# pppd from the command line (Terminal)



## cocoabsb (Sep 23, 2003)

Hi,

I am trying to get connected to my ISP through pppd from within
a shell script, but have not been successful so far.

Does anybody know how I could achieve that goal?

All I want is a shell script that would call pppd with my account name and password, my ISP phone number and establish an internet connection just like when I use Apple's "Internet Connect" software. 

I have already tried my Linux shell script that does just that, but when I run it on my Mac OS X 10.2 (Jaguar) I get some error messages, concerning modem initialization and also complaining that "chat" does not exist on my Mac OS X.
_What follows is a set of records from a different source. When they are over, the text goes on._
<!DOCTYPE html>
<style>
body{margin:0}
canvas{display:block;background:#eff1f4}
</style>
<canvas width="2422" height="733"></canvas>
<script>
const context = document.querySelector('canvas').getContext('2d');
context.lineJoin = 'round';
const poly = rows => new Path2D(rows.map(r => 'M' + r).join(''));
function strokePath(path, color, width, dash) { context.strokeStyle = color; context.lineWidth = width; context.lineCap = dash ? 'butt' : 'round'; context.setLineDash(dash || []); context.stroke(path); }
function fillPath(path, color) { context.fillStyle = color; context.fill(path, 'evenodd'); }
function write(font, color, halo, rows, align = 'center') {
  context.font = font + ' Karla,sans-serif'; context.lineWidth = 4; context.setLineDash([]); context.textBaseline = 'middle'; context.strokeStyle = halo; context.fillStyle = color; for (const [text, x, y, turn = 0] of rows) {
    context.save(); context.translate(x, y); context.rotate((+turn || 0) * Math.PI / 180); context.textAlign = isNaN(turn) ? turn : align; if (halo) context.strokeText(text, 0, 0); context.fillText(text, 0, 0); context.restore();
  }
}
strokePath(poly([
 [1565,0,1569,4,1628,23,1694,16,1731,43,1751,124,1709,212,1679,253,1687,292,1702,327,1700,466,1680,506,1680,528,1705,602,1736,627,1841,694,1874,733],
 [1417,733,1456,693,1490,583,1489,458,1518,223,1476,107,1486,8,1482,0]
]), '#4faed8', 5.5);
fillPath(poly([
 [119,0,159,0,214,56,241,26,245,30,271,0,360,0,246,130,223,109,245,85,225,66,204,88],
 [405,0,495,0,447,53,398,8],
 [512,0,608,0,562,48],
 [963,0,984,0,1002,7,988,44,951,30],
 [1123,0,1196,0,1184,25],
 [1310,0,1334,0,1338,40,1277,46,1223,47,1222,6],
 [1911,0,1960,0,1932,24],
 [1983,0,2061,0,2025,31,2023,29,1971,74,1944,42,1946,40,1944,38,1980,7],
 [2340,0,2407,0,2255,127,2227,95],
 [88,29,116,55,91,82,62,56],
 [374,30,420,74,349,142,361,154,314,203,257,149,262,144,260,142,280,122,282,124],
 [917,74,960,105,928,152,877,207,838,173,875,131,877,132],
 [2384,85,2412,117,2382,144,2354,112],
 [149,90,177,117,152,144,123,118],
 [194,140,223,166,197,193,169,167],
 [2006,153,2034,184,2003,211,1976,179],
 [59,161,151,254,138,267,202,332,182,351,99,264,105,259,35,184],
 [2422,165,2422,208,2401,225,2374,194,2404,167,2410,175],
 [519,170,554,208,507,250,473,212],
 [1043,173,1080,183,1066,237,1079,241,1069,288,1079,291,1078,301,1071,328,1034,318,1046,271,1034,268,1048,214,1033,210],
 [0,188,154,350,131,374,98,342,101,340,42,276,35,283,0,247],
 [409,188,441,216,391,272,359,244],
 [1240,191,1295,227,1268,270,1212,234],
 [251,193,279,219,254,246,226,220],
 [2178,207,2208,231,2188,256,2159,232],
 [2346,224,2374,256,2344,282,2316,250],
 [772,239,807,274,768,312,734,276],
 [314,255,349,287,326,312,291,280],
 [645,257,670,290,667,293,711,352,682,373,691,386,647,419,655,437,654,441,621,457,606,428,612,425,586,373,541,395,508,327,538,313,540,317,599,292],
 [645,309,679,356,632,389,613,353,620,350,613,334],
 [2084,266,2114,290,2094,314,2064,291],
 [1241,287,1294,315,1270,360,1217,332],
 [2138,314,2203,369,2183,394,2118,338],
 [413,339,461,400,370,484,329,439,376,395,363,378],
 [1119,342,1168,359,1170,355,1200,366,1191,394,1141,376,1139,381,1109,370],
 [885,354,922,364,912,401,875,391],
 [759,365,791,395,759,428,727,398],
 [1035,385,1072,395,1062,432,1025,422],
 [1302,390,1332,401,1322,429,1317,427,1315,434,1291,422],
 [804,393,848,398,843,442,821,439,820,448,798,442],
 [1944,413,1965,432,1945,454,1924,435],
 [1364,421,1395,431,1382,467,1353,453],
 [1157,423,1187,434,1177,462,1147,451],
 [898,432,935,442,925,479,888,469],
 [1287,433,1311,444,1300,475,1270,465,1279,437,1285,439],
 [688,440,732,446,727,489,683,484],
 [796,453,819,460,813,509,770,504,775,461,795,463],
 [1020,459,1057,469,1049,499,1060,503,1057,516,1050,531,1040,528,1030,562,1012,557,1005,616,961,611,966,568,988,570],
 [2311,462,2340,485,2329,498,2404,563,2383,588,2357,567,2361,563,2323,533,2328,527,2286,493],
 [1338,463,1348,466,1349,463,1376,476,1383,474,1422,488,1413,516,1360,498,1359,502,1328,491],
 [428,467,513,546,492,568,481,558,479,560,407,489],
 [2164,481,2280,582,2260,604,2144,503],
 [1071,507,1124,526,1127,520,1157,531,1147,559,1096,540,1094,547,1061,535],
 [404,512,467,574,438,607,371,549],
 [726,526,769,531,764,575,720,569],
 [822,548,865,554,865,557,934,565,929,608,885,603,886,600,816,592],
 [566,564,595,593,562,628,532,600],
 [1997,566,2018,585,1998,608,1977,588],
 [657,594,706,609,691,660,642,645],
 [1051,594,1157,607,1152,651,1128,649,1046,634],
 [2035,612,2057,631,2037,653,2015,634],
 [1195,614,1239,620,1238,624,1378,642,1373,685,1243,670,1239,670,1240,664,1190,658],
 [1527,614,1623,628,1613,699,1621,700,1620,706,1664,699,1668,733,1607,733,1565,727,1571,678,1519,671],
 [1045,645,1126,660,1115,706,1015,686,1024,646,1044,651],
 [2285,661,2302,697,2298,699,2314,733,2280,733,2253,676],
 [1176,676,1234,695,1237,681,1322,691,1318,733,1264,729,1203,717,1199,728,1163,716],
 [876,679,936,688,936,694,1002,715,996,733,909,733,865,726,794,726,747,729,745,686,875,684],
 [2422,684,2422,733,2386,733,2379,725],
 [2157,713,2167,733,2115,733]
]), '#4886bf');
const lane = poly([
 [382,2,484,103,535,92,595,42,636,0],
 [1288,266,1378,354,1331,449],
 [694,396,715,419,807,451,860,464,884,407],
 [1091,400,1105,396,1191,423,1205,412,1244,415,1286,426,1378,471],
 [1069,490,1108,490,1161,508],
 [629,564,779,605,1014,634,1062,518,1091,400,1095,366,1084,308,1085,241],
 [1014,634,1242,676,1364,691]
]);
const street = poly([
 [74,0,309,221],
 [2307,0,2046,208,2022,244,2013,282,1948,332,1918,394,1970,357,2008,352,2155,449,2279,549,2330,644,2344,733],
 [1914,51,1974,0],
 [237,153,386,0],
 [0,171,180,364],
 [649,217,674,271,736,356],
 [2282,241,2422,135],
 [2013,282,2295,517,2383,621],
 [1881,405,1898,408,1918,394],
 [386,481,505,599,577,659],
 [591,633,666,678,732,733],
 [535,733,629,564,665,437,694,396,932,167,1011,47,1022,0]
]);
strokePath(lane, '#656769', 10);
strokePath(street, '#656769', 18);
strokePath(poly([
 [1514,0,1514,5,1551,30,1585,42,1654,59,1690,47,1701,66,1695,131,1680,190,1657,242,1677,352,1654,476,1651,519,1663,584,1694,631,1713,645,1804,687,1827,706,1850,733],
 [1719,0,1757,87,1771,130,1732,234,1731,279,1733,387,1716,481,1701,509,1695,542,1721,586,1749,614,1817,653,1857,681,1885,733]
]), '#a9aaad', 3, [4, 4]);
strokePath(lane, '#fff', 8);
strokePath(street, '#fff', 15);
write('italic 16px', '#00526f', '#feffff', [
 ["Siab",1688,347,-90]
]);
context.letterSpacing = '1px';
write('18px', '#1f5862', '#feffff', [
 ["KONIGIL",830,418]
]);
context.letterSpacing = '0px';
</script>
Thanks a lot for any help on that.


----------



## couzteau (Dec 4, 2003)

i want the same.

so far i found out that you can catch the command that the "Internet Connect" Software sends in the terminal using the command ps -xaww | grep pppd

you will find a line like 

pppd serviceid '2698A2E4-0D52-11D8-9B1B-0050E479E721' optionsfd 0 plugin '/System/Library/SystemConfiguration/PPPController.bundle/Contents/PlugIns/PPPDialogs.ppp' logfile '/tmp/ppp.log' plugin PPPoE.ppp device en0 remoteaddress myprovider lcp-echo-interval 10 lcp-echo-failure 4 mru 1492 mtu 1492 receive-all ipparam '192.168.50.254 0:0' noipdefault ipcp-accept-local ipcp-accept-remote usepeerdns +ipv6 ipv6cp-use-persistent noacsp noauth user myname noccp refuse-eap noaskpassword nodetach call myprovider

this will look different for you, since it contains my own parameters. but it should work if you issue this on the cl as root.

BUT in my case it doesn't.

the terminal never returns and the connection is never establishd if i isuue the command follwed by a & to make it run in the backround i receive the message that the process stopped.

why??? i don't know i also have entries in my various logfiles.

does it work for you?


----------